◆ **Problem to work on**:
Please copy, exactly as written, the span from the first line below to the line that contains "position:relative; width:2363px; height:1448px;", including both, and skip the pictures.

◆ **Extracted information**:
◆ ◆ ◆
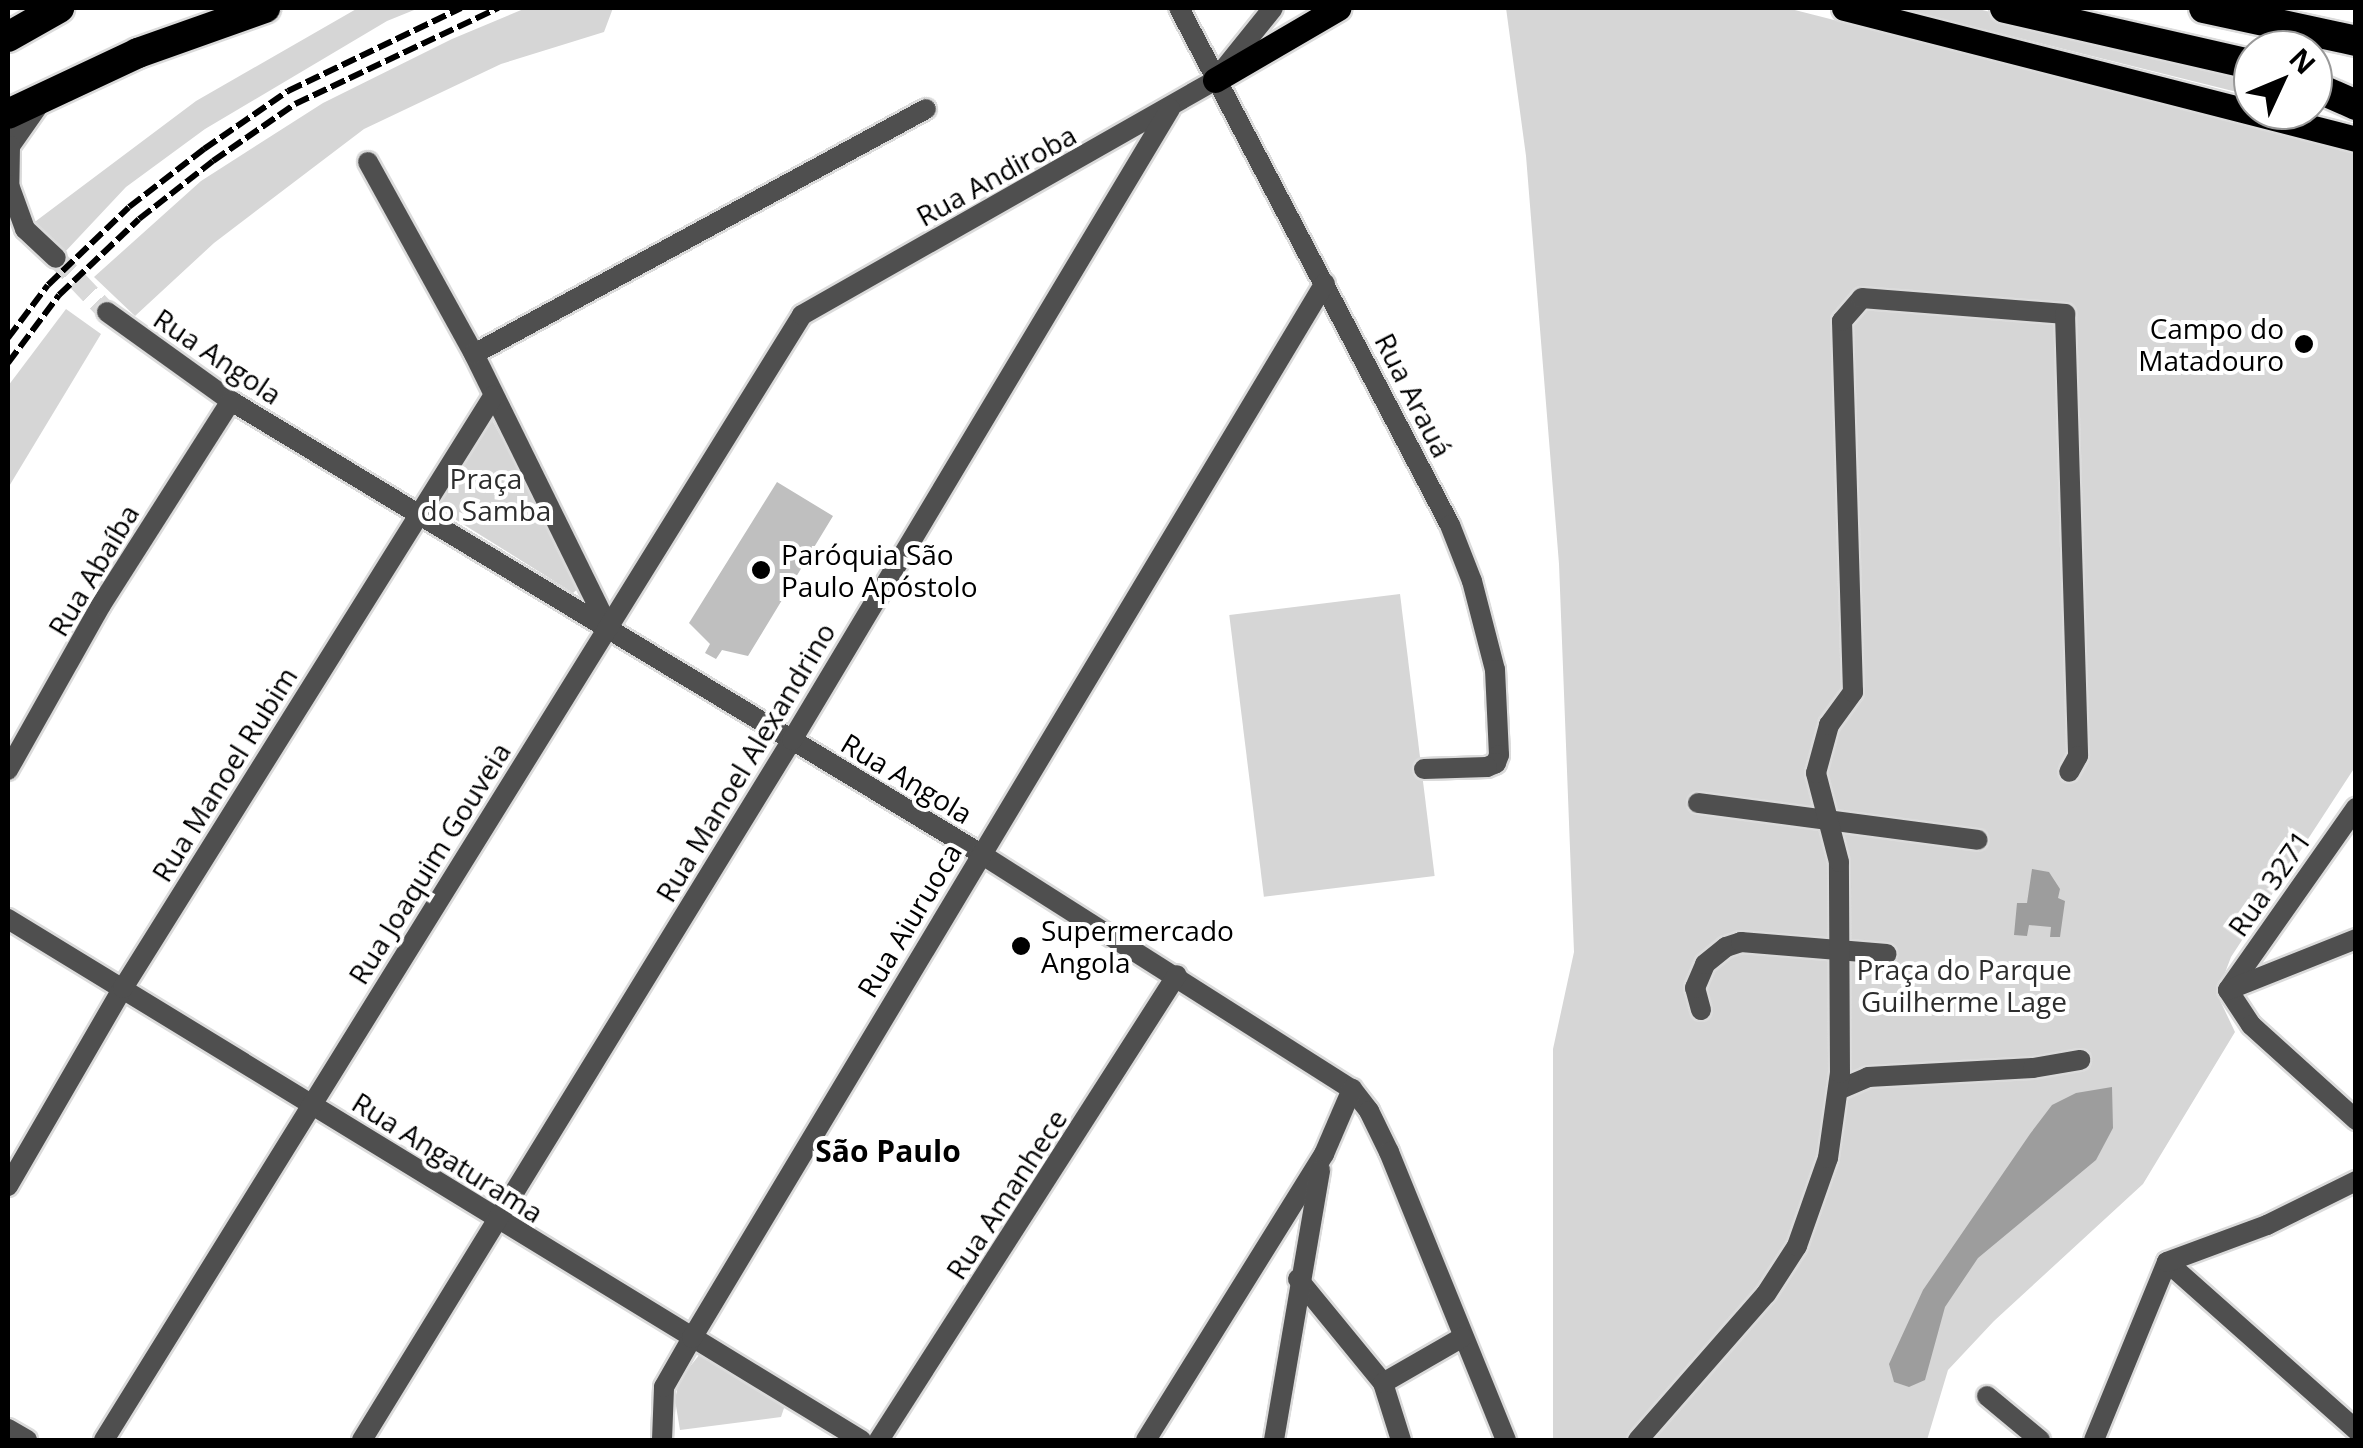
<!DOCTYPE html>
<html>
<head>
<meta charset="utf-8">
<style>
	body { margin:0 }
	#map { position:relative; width:2363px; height:1448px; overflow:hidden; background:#fff; font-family:"Open Sans",sans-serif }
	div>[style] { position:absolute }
	.green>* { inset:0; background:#d6d6d6; transform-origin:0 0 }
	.water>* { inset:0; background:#9d9d9d }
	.building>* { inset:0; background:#bfbfbf }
	.minor-tunnel>* { height:20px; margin-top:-10px; transform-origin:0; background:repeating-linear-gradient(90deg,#d9d9d9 0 20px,transparent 0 30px) }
	.roads { filter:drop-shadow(2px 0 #dbdbdb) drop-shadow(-2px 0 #dbdbdb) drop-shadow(0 2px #dbdbdb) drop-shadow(0 -2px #dbdbdb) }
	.minor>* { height:20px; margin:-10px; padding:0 10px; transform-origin:10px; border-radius:10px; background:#4f4f4f }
	.major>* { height:25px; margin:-12.5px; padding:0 12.5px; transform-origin:12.5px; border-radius:12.5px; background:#000 }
	.highway>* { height:30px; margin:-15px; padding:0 15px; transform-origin:15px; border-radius:15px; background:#000 }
	.rail>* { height:6px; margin-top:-3px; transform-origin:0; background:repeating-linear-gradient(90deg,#000 0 15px,transparent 0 20px) }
	.dots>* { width:28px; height:28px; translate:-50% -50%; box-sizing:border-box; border:5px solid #fff; border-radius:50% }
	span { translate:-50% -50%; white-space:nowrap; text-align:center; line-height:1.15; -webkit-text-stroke:8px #fff; paint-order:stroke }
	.street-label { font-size:28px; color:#000 }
	.poi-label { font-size:28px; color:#000 }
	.right { translate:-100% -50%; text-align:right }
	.left { translate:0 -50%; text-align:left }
	.park-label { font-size:28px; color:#2d2d2d }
	.neighbourhood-label { font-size:30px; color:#000; font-weight:700 }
	.frame { position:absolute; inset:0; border:10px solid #000; pointer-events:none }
	.north { position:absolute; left:2233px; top:30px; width:100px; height:100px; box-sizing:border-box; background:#fff; border:2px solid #999; border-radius:50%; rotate:46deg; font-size:28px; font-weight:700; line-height:40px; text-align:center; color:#000 }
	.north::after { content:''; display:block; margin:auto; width:35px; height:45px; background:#000; clip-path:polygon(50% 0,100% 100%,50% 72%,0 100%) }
</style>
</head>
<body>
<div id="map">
	<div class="green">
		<div style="clip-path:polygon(358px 8px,419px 8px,387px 21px,205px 129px,126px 187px,64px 253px,32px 224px,196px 101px)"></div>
		<div style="clip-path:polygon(526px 8px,613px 8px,604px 32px,501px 64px,364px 129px,214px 243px,135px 316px,94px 277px,201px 181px,323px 103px,452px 39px)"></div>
		<div style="clip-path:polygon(1506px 8px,1787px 8px,2355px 153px,2355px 767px,2231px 957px,2217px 994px,2235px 1032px,2143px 1184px,1994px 1321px,1948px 1370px,1927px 1440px,1553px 1440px,1553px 1049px,1574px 952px,1559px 564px,1526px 156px)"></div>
		<div style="clip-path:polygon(1897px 8px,1974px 8px,2253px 75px,2253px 96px)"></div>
		<div style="clip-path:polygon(66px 309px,101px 334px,8px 488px,8px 386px)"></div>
		<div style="clip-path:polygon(489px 414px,581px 586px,573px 593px,434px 506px)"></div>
		<div style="left:1400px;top:594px;width:284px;height:172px;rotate:83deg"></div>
		<div style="clip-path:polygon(700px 1354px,785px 1405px,781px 1417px,680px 1430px,675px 1400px,679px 1380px)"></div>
	</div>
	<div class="water">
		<div style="clip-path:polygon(2032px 869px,2049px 872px,2060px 889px,2058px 898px,2065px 901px,2060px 937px,2050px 937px,2051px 927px,2029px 925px,2027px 936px,2014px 935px,2017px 903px,2027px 903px)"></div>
		<div style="clip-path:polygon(2112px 1087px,2113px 1128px,2096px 1160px,1978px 1258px,1945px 1307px,1925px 1380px,1909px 1387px,1894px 1382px,1889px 1364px,1923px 1290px,2030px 1134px,2052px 1105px,2076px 1093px)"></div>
	</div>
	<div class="building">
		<div style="clip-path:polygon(777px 482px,833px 516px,748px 656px,722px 650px,716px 659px,705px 653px,710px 644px,689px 623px)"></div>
	</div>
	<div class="minor-tunnel">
		<div style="left:56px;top:258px;width:74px;rotate:46.6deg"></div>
	</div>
	<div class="roads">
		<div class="minor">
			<div style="left:1179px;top:8px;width:584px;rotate:62.34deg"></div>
			<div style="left:1450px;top:525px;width:60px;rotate:68.6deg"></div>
			<div style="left:1472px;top:581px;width:92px;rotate:75.5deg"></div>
			<div style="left:1495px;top:670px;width:85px;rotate:87.3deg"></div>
			<div style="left:1499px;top:755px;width:9px;rotate:111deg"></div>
			<div style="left:1496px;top:763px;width:10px;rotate:156deg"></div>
			<div style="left:1487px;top:767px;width:63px;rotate:178.2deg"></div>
			<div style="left:43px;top:99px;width:57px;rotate:125.1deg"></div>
			<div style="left:10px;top:146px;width:39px;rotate:91deg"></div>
			<div style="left:9px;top:185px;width:47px;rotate:70deg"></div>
			<div style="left:25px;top:229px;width:42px;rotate:43.1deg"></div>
			<div style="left:368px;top:162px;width:219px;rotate:61.1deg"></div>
			<div style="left:474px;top:354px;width:305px;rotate:63.8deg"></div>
			<div style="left:107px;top:312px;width:153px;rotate:35.7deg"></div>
			<div style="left:231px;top:401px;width:876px;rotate:31.13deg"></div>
			<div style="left:981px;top:854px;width:439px;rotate:32.4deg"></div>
			<div style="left:1352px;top:1089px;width:28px;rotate:52deg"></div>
			<div style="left:1369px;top:1111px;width:46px;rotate:64deg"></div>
			<div style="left:1389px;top:1152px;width:311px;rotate:67.9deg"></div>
			<div style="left:474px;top:354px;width:514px;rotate:-28.46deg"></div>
			<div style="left:8px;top:770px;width:189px;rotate:-60.6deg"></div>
			<div style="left:101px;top:605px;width:242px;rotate:-57.5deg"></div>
			<div style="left:1698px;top:803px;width:282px;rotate:7.5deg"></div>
			<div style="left:8px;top:919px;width:1000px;rotate:31.42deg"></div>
			<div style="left:2228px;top:990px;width:223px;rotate:-54.9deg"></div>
			<div style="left:2228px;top:990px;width:42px;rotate:56.7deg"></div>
			<div style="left:2251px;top:1025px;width:142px;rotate:42.1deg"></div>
			<div style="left:2228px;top:990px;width:138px;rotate:-21.7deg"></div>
			<div style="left:1701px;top:1010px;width:23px;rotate:-105deg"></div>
			<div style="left:1695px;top:988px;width:26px;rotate:-67deg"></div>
			<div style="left:1705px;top:964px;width:27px;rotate:-39deg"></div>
			<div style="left:1726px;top:947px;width:16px;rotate:-18deg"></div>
			<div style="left:1741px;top:942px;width:146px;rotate:4.7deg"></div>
			<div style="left:1838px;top:1090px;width:33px;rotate:-23deg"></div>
			<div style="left:1868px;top:1077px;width:165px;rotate:-3.1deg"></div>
			<div style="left:2033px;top:1068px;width:48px;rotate:-9.7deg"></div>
			<div style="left:8px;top:1186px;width:229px;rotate:-59.9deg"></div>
			<div style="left:123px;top:988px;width:699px;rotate:-57.97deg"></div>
			<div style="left:2167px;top:1262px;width:253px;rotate:41.6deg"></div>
			<div style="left:1298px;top:1279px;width:134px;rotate:50.7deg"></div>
			<div style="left:1383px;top:1383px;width:60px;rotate:72.5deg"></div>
			<div style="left:1383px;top:1383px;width:92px;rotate:-29.9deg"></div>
			<div style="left:1987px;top:1396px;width:69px;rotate:39.7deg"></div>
			<div style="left:8px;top:1429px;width:22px;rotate:30deg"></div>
			<div style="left:104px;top:1440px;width:1324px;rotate:-58.18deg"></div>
			<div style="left:802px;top:315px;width:475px;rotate:-29.6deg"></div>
			<div style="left:1215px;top:80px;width:92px;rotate:-51.1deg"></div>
			<div style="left:362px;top:1440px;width:822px;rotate:-58.44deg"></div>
			<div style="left:792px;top:740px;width:736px;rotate:-59.08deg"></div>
			<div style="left:662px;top:1440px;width:53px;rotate:-87.8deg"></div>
			<div style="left:664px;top:1387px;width:56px;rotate:-60.3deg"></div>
			<div style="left:692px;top:1338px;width:1230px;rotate:-59.04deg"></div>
			<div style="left:879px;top:1440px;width:552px;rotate:-57.35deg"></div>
			<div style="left:1146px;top:1440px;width:337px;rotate:-58.1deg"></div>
			<div style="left:1324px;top:1154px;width:71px;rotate:-66.7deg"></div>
			<div style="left:1274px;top:1440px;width:274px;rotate:-80.3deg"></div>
			<div style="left:1638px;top:1440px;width:194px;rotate:-48.8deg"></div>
			<div style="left:1766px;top:1294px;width:57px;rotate:-57.1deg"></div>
			<div style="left:1797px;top:1246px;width:93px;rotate:-70.6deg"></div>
			<div style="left:1828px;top:1158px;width:86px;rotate:-82deg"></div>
			<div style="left:1840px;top:1073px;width:211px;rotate:-90.3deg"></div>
			<div style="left:1839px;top:862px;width:92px;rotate:-104.5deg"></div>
			<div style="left:1816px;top:773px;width:50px;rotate:-74.8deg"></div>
			<div style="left:1829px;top:725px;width:41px;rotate:-54deg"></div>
			<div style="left:1853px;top:692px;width:371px;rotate:-91.7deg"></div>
			<div style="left:1842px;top:321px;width:30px;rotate:-49deg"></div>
			<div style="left:1862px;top:298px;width:204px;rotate:4.5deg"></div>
			<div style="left:2065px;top:314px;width:442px;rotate:88.3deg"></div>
			<div style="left:2078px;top:756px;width:18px;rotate:119deg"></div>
			<div style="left:2094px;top:1440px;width:192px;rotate:-67.7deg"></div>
			<div style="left:2167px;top:1262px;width:107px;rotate:-20.3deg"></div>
			<div style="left:2267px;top:1225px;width:99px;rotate:-26.3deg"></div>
		</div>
		<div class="major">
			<div style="left:1844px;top:8px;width:528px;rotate:14.35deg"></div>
			<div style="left:1215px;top:80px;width:143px;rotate:-30.3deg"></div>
		</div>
		<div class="highway">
			<div style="left:2005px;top:8px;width:254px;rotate:12.9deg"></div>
			<div style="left:2204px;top:8px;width:156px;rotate:12.2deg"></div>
			<div style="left:8px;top:37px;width:59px;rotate:-29.6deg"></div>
			<div style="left:2313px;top:86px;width:47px;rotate:23.8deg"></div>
			<div style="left:8px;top:114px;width:144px;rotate:-25.1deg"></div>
			<div style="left:138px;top:53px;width:135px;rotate:-19.5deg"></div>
		</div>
	</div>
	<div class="rail">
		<div style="left:8px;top:338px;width:66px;rotate:-53deg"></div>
		<div style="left:48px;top:285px;width:112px;rotate:-43.9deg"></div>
		<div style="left:129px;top:207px;width:95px;rotate:-37.7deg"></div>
		<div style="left:204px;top:149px;width:102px;rotate:-34.6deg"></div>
		<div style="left:288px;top:91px;width:192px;rotate:-25.6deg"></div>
		<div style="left:8px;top:363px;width:85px;rotate:-53.1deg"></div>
		<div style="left:59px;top:295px;width:110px;rotate:-43.5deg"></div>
		<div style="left:139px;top:219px;width:94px;rotate:-38.1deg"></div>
		<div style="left:213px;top:161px;width:100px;rotate:-34.8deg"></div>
		<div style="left:295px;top:104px;width:225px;rotate:-25.3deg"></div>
	</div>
	<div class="dots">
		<div style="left:2304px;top:344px;background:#000"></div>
		<div style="left:761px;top:570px;background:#000"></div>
		<div style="left:1021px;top:946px;background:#000"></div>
	</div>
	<div class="street-label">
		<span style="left:996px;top:175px;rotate:-29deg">Rua Andiroba</span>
		<span style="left:218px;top:356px;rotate:34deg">Rua Angola</span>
		<span style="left:1414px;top:395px;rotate:63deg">Rua Arauá</span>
		<span style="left:93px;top:570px;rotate:-59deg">Rua Abaíba</span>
		<span style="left:745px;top:762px;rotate:-59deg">Rua Manoel Alexandrino</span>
		<span style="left:224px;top:774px;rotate:-58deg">Rua Manoel Rubim</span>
		<span style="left:907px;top:778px;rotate:31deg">Rua Angola</span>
		<span style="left:429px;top:863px;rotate:-58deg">Rua Joaquim Gouveia</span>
		<span style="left:2269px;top:883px;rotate:-55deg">Rua 3271</span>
		<span style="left:909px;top:920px;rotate:-59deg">Rua Aiuruoca</span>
		<span style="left:448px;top:1157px;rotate:32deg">Rua Angaturama</span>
		<span style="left:1006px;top:1194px;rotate:-57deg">Rua Amanhece</span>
	</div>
	<div class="poi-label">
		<span class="right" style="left:2284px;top:344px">Campo do<br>Matadouro</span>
		<span class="left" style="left:781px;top:570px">Paróquia São<br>Paulo Apóstolo</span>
		<span class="left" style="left:1041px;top:946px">Supermercado<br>Angola</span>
	</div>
	<div class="park-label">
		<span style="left:486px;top:494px">Praça<br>do Samba</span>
		<span style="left:1964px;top:985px">Praça do Parque<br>Guilherme Lage</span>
	</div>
	<div class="neighbourhood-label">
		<span style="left:888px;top:1151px">São Paulo</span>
	</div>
	<div class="frame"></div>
	<div class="north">N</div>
</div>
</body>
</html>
◆ ◆ ◆
◆ **Task answer**:
<!DOCTYPE html>
<html>
<head>
<meta charset="utf-8">
<style>
	body { margin:0 }
	#map { position:relative; width:2363px; height:1448px; overflow:hidden; background:#fff; font-family:"Open Sans",sans-serif }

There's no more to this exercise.